Today, the threat to Saudi hegemony and its authoritarian rulers emanates from Iran.

Saudi Arabia’s Shia population have long suffered political, economic and religious discrimination. The 1979 Iranian revolution inspired tens of thousands to protest the government and call for an end to discriminatory policies; although this revolutionary zeal was quelled by the end of the 1980s, its paroxysm of change had spawned Hezbollah al-Hijaz, a radical Shia group modeled on its Lebanese counterpart, which advocated violence and overthrow of the Saudi regime.

Saudi’s Shia populations remain restive, and recent events both within and without the Kingdom have exacerbated Saudi worries about protests for change reigniting.

The Arab Spring and the War in Yemen

The Arab Spring signaled the possibility of a major perturbation of governance, specifically that of Islamic democracy, symbolized by the ascension of the Muslim Brotherhood to power in Egypt. This, along with the fear that potential spillover effects from destabilized neighbors would be a contagion to its own populations forced Riyadh’s hand. These threats challenged Riyadh’s core interests of regional stability and regime legitimacy.

The protests in Bahrain and the potential defenestration of the Bahraini monarchy were the straws that broke the camel’s back. Both Manama and Riyadh accused Iran of instigating the protests, which demanded the abdication of the ruling Al-Khalifa family and the abolition of the monarchy. Riyadh responded by adopting a more assertive, interventionist regional policy.

In March 2011, The Saudi-led Peninsula Shield Force (the military wing of the Gulf Cooperation Council), an organization which was founded in 1982 in response to the Iranian revolution, entered Bahrain. Though they did not directly intervene against the protesters, their presence enabled the Bahraini government to violently suppress the protests.

The current war in Yemen is an amalgamation of Saudi policy forged during the Arab Spring and decades-old policy of trying to preserve unity and influence in its southern neighbor.

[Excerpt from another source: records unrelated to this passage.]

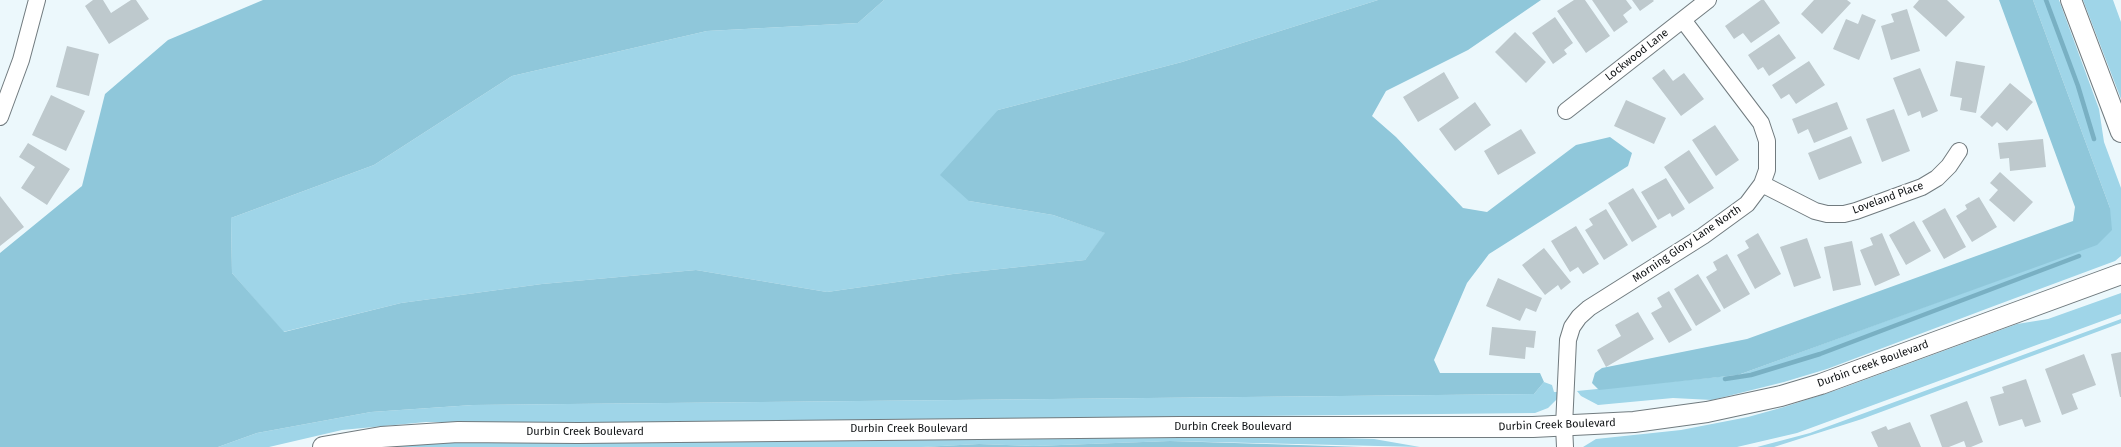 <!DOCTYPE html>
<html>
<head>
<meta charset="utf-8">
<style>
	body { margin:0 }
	canvas { display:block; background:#ecf8fc }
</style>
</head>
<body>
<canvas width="2121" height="447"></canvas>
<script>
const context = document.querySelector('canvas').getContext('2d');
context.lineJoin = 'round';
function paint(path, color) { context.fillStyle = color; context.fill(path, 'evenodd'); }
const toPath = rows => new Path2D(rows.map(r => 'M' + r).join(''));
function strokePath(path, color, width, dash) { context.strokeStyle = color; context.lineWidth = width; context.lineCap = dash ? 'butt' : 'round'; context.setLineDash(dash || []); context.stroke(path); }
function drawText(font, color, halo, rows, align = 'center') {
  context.font = font + ' "Fira Sans",sans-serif'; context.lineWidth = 4; context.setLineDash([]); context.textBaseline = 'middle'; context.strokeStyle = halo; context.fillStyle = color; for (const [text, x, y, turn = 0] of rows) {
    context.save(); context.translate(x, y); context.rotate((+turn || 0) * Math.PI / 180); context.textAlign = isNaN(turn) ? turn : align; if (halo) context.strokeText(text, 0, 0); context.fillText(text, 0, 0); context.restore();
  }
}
paint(toPath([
	[884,0,1378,0,1182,62,998,110,969,201,1053,215,1106,233,1085,260,953,274,827,292,696,270,542,284,401,303,283,332,232,273,231,218,374,165,512,76,707,31,858,23],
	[2033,0,2059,0,2099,109,2104,142,2121,188,2121,256,2115,261,1994,306,1827,369,1784,382,1712,400,1673,398,1598,405,1581,396,1577,391,1738,375,2097,244,2110,208],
	[2083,0,2113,0,2121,22,2121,99],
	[2121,293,2121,314,1797,433,1737,447,1583,447,1596,439,1681,430,1748,417,1784,407,1837,390,2017,324,2048,319],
	[2121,319,2121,323,1862,419,1774,447,1757,447,1810,433],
	[1544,382,1552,385,1554,392,1558,392,1557,399,1548,408,1535,413,596,423,426,422,342,430,269,447,218,447,257,433,371,412,473,405,1534,394],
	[1239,435,1374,439,1420,447,1170,441,1034,446,979,444,922,447,388,447,441,442]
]), '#9fd5e8');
paint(toPath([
	[263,0,884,0,858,23,707,31,512,76,374,165,231,218,232,273,284,332,401,303,542,284,696,270,827,292,953,274,1085,260,1105,233,1053,215,969,201,940,175,998,110,1182,62,1378,0,1541,0,1468,50,1386,91,1372,116,1396,137,1463,208,1487,212,1576,145,1610,137,1632,153,1628,166,1489,254,1467,283,1434,360,1440,373,1540,373,1544,382,1534,394,473,405,371,412,257,433,218,447,0,447,0,253,82,186,105,94,168,40],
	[1999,0,2033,0,2110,208,2112,230,2097,245,1738,375,1599,390,1592,383,1595,373,1602,368,1747,339,2073,221,2075,207],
	[1170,441,1363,447,922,447,979,444,1034,446]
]), '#8fc7da');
strokePath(toPath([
	[2046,0,2078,86,2094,139],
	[1725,379,1751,375,1820,354,2079,256]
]), '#79b0c3', 4.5);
paint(toPath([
	[93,0,103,0,111,13,131,0,136,0,149,19,109,44,85,6],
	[1574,0,1585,0,1610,36,1586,53,1557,11],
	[1592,0,1626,0,1632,8,1623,15,1628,22,1614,32],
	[1632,0,1653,0,1654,1,1640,11],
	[1761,0,1764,0,1780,23,1751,43,1743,33,1734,39,1725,26],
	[1814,0,1847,0,1851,3,1822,34,1801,14],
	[1919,0,1947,0,1965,17,1946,37,1913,7],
	[1907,9,1920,51,1891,60,1881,26,1894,22,1891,14],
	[1862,14,1876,20,1859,60,1833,49,1846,19,1858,24],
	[1555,17,1573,43,1564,50,1567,54,1553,64,1532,33],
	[1515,32,1546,62,1526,83,1495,52],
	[1779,34,1796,58,1769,76,1763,67,1758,70,1748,55],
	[67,46,99,54,89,96,56,87],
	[1809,61,1825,85,1796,104,1789,94,1781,99,1772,85],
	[1956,61,1985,66,1976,113,1960,110,1962,98,1950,96],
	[1920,68,1938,111,1922,118,1920,111,1908,116,1893,78],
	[1664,69,1673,81,1684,73,1704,99,1681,116,1652,78],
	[1444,72,1459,98,1418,122,1403,97],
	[2010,83,2033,102,2007,131,1997,122,1992,127,1980,117],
	[51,95,85,111,66,151,32,135],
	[1626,100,1666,118,1654,144,1614,126],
	[1475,102,1491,125,1455,151,1439,129],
	[1837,102,1848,129,1814,143,1808,129,1798,134,1792,119],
	[1894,109,1910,151,1882,162,1866,119],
	[1715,125,1739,160,1716,176,1692,140],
	[1521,129,1536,153,1498,175,1484,151],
	[1851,136,1862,163,1819,180,1808,153],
	[2043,139,2046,167,2010,171,2009,158,2000,159,1998,143],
	[28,143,70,169,47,205,21,188,35,167,19,157],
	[1689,150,1714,188,1689,204,1664,167],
	[2000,172,2033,202,2014,222,1989,200,1998,190,1990,183],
	[1666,178,1685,209,1672,217,1670,213,1658,220,1641,192],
	[1633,188,1657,227,1632,242,1608,203],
	[0,196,24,227,0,246],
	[1979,197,1997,227,1972,242,1956,216,1967,209,1965,205],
	[1945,208,1966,247,1944,259,1922,221],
	[1606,209,1628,245,1604,260,1585,230,1593,225,1589,219],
	[1914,221,1931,251,1906,265,1889,235],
	[1576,226,1599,264,1583,274,1578,267,1570,272,1551,241],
	[1758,233,1781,274,1755,289,1737,255,1749,248,1745,241],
	[1882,233,1900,275,1875,286,1860,250,1873,245,1870,238],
	[1807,238,1821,278,1794,287,1780,247],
	[1852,241,1861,285,1833,291,1824,247],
	[1544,248,1571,282,1561,290,1558,285,1545,295,1522,265],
	[1727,254,1750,294,1724,309,1706,277,1717,270,1713,262],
	[1698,274,1721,311,1696,326,1674,289],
	[1498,278,1542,298,1536,312,1526,308,1520,321,1486,306],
	[1669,291,1692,330,1669,343,1651,313,1662,307,1657,298],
	[1638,312,1654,339,1606,367,1597,350,1621,336,1615,325],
	[1492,327,1536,331,1534,348,1526,347,1525,359,1489,355],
	[2121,352,2121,397,2120,397,2111,354],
	[2084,354,2096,385,2072,394,2078,409,2062,415,2045,369],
	[2026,379,2041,422,2025,427,2022,419,1999,426,1990,397,2004,393,2002,387],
	[1967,401,1983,442,1971,447,1966,447,1964,441,1949,447,1942,447,1930,415],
	[1910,422,1921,447,1878,447,1871,432,1886,426,1888,430]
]), '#bec9cd');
const minor = toPath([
	[1566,111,1708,0],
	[0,117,21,60,37,0],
	[1762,184,1815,211,1827,214,1844,214,1856,211,1922,187,1937,178,1949,166,1959,151],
	[1565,447,1564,426,1568,340,1572,327,1579,317,1589,308,1703,236,1747,204,1762,184,1767,170,1767,141,1761,123,1683,20]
]);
const tertiary = toPath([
	[2071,0,2121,132],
	[323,447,381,437,458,432,578,433,1179,427,1533,427,1634,422,1707,412,1781,396,1821,384,2121,274]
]);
strokePath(minor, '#717b7f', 18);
strokePath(tertiary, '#717b7f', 22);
strokePath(minor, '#fff', 16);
strokePath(tertiary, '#fff', 20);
drawText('11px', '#0e1113', '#fff', [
	["Lockwood Lane",1637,55,-38],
	["Loveland Place",1888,198,-20],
	["Morning Glory Lane North",1687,244,-34],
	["Durbin Creek Boulevard",1873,364,-20],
	["Durbin Creek Boulevard",1557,425,-2],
	["Durbin Creek Boulevard",1233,427],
	["Durbin Creek Boulevard",909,429],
	["Durbin Creek Boulevard",585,432]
]);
</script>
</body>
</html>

In backing the government of Abd Rabbu Mansour Hadi, Riyadh is once again prioritizing realist outcomes over ideological difference. With their right hand they would orchestrate the Egyptian military coup to depose Muslim Brotherhood rule, whilst with their left they aim to re-instate Hadi, whose ties to the al-Islah party, Yemen’s Muslim Brotherhood franchise, are well known and might otherwise draw opposition from the Saudi regime.

No matter what the reasoning behind this war is though, the impact it’s having on Yemen’s civilian population is inexcusable. Bombing campaigns targeting marketplaces, schools and medical facilities, both domestic and foreign, have only furthered Yemen’s descent into humanitarian catastrophe.